For the patriarchal position of baseball commissioner, several names have surfaced as candidates, and each would have to secure the approval of 24 of the 30 owners. MLB chief operating officer Rob Manfred helped usher in labor deals and a strict drug testing policy, and MLB executive vice president, business Tim Brosnan pushed baseball's television growth and solidified its sponsorship deals.

Three team executives -- Tigers president and general manager David Dombrowski, Brewers owner Mark Attanasio and Braves CEO Terry McGuirk -- have been mentioned.

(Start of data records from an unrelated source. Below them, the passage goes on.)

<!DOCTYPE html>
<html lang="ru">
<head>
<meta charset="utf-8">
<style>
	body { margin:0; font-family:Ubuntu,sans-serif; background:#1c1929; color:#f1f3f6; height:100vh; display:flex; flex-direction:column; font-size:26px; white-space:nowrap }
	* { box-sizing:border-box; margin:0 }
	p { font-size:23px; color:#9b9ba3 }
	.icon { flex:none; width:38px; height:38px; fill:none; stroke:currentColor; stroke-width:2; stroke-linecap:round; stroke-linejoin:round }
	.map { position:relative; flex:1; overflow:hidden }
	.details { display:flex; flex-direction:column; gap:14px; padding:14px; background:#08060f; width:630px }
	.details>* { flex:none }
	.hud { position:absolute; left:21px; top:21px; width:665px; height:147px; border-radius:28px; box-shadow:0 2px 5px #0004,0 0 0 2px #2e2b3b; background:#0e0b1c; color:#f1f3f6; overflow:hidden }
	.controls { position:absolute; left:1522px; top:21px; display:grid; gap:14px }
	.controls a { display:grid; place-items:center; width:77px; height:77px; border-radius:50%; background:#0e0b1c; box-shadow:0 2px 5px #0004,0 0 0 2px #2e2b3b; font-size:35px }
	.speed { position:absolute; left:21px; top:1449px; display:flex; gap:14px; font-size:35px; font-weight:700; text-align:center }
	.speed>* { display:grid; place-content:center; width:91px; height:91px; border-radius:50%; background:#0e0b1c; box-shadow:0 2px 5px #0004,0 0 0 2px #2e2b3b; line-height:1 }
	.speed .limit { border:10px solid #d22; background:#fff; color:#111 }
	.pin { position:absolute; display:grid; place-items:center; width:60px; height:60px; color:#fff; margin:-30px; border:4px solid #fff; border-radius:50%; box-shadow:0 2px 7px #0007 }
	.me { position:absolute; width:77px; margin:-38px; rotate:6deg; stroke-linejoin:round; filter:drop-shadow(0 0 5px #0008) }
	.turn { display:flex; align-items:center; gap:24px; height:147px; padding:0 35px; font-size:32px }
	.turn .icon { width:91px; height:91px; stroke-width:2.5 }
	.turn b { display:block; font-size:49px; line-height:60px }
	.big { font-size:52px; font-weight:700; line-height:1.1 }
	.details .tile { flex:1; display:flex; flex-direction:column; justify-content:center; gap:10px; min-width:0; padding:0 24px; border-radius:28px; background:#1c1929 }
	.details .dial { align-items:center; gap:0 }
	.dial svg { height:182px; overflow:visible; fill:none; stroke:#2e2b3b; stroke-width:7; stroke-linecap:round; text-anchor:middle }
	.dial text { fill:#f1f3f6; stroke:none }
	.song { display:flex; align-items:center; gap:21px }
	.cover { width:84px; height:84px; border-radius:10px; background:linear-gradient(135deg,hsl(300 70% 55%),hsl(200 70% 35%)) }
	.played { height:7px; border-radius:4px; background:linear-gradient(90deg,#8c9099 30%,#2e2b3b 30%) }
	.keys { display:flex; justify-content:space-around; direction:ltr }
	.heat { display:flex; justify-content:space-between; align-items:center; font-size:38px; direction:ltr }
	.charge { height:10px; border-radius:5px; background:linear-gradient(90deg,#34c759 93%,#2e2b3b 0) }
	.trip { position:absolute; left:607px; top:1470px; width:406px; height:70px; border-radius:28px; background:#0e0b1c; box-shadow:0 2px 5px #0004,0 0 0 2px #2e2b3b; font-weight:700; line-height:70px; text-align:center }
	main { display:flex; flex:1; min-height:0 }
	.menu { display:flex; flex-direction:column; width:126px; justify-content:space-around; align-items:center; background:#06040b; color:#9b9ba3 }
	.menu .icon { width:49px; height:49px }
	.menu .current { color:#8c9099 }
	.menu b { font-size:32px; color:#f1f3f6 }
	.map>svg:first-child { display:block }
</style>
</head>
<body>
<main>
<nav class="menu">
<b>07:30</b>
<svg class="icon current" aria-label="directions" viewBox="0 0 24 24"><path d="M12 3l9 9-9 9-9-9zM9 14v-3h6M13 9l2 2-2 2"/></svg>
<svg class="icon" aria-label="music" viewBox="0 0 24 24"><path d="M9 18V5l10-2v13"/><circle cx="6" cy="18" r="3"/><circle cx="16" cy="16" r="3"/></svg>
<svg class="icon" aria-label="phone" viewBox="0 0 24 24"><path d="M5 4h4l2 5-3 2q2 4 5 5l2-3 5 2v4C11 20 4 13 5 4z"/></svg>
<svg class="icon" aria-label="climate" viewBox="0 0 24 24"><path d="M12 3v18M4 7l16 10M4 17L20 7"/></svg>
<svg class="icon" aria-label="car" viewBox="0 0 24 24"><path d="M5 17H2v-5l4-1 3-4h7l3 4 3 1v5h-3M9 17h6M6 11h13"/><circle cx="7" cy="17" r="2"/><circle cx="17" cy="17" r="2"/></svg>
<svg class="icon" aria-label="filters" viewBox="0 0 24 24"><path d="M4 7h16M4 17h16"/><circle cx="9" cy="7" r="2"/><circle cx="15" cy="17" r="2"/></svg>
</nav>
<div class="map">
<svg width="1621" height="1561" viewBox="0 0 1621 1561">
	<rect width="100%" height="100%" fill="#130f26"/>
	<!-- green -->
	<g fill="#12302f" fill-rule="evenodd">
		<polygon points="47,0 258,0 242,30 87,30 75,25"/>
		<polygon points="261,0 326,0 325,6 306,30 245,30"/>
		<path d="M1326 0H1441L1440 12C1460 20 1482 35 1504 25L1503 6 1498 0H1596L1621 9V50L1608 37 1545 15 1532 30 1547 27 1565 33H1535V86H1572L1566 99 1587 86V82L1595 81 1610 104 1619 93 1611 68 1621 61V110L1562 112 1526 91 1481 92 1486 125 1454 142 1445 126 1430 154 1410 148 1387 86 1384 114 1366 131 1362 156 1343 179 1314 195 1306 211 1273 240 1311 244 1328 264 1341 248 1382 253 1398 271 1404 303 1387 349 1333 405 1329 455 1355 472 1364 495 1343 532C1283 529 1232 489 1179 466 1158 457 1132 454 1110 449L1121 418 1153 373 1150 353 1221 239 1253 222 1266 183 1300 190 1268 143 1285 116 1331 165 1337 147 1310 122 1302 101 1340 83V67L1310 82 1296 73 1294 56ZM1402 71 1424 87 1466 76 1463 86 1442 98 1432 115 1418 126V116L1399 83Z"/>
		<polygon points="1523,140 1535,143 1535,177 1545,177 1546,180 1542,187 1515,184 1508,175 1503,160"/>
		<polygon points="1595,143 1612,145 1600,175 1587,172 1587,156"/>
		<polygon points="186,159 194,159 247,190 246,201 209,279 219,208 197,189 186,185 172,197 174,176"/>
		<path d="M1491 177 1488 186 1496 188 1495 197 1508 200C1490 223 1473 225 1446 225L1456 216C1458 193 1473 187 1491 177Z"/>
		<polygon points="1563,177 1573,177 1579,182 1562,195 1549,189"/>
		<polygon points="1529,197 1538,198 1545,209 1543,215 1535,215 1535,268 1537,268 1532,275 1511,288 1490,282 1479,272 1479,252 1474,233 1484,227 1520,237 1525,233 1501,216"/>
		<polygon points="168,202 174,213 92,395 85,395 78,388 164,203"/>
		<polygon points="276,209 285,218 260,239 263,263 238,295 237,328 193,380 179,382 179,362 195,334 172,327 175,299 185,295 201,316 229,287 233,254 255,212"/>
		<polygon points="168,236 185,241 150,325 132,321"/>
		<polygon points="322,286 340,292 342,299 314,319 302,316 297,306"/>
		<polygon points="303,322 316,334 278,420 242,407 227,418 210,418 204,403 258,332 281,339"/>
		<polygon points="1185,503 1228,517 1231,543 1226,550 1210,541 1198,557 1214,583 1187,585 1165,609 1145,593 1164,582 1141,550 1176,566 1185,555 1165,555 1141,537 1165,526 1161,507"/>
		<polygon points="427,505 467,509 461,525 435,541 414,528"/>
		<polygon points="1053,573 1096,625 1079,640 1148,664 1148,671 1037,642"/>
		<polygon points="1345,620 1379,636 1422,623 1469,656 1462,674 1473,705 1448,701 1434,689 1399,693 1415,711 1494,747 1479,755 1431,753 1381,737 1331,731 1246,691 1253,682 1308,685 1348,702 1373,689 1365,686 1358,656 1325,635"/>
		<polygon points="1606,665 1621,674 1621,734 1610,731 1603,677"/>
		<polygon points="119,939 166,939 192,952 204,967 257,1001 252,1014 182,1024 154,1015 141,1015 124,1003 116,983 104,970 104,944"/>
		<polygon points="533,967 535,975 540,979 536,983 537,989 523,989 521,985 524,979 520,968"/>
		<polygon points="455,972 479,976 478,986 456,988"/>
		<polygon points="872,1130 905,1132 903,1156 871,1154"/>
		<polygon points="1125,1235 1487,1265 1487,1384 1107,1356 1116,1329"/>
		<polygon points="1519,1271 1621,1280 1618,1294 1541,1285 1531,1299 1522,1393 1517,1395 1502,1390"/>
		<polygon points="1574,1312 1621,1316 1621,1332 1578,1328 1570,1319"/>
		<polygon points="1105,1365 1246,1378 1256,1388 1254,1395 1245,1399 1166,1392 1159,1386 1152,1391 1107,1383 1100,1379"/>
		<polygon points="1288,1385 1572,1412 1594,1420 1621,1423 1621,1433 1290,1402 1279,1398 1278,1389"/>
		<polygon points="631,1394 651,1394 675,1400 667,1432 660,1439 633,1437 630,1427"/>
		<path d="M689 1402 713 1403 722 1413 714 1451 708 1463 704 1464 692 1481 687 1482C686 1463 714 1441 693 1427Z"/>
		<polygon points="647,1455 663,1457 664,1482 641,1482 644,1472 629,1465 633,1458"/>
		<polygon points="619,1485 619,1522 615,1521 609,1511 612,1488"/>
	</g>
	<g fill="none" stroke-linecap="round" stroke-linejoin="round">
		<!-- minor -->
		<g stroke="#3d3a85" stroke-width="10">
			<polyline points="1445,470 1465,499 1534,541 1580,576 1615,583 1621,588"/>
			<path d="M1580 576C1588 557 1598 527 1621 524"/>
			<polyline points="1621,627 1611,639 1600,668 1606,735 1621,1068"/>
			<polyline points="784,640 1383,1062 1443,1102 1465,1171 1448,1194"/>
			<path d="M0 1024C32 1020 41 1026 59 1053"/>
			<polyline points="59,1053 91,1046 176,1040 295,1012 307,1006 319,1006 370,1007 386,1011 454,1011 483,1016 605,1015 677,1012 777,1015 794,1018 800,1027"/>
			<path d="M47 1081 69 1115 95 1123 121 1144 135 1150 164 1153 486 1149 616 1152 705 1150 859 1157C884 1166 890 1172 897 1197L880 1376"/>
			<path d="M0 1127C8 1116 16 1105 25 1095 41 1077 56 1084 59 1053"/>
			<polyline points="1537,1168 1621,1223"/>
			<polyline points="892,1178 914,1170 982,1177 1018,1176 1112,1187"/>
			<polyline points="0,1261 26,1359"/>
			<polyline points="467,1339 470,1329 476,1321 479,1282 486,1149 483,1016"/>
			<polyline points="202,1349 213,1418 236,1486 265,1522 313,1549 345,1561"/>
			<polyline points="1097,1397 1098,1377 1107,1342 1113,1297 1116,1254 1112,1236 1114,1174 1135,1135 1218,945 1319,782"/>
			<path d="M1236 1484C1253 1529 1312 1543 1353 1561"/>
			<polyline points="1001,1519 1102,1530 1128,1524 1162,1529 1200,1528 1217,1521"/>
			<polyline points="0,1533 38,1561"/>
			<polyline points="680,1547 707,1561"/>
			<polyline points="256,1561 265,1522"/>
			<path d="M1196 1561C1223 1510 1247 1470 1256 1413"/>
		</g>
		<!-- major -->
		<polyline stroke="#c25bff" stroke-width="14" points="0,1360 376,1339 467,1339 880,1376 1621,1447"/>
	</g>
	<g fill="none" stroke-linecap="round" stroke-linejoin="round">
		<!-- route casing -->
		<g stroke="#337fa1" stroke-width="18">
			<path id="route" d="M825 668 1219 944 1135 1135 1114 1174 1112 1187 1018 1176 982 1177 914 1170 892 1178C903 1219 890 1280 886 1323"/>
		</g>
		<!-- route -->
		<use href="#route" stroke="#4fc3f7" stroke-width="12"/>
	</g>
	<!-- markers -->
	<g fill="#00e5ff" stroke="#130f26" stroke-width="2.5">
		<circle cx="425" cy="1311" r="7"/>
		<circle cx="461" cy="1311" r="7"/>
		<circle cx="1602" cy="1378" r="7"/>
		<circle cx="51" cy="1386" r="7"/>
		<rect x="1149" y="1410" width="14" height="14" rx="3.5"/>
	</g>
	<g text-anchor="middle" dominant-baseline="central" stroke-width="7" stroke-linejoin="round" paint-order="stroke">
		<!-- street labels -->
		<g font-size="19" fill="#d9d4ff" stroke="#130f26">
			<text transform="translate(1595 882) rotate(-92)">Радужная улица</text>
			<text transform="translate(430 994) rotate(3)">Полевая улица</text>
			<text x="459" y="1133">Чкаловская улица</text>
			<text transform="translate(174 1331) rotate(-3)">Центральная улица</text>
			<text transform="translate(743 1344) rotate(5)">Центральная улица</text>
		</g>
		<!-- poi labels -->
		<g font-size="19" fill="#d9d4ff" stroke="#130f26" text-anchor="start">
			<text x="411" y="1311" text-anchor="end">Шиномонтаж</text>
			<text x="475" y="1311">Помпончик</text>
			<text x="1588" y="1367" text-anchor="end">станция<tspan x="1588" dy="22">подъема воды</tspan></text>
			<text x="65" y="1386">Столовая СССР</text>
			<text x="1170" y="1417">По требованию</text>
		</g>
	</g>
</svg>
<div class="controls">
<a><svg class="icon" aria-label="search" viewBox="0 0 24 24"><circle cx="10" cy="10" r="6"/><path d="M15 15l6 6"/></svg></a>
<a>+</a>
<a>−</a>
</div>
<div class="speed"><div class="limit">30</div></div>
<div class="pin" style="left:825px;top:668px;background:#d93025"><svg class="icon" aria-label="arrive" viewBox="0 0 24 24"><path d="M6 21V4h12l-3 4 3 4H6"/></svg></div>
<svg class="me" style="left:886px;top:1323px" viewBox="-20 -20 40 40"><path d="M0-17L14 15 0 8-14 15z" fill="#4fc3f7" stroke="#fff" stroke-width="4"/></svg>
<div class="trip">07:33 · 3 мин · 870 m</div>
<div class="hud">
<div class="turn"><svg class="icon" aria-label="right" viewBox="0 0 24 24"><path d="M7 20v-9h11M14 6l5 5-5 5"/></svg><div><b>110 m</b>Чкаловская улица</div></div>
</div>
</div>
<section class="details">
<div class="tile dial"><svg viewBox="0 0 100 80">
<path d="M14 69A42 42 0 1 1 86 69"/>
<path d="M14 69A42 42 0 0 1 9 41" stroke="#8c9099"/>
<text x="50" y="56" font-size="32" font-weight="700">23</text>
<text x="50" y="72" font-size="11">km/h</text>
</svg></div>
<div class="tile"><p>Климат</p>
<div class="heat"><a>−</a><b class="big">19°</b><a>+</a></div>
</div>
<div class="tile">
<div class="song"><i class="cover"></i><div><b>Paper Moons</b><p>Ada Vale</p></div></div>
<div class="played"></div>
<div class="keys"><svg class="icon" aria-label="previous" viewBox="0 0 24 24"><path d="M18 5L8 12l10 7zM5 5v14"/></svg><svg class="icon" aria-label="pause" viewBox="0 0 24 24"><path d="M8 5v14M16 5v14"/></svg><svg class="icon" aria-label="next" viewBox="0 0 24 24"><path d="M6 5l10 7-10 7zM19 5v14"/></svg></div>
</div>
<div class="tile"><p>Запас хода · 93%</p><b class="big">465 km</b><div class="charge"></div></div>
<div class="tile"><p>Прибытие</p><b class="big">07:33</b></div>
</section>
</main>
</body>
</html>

Joe Torre, who won four World Series as Yankees manager, and Mets general manager Sandy Alderson, who previously served as A's GM during the Bash Brothers era and then as MLB's executive vice president of baseball operations, also are eminently qualified to become the National Pastime's 10th commissioner.

Then there's Bush, the most intriguing one of them all.

"His name has come up before," Blake said. "Would he be good for the game? Yeah."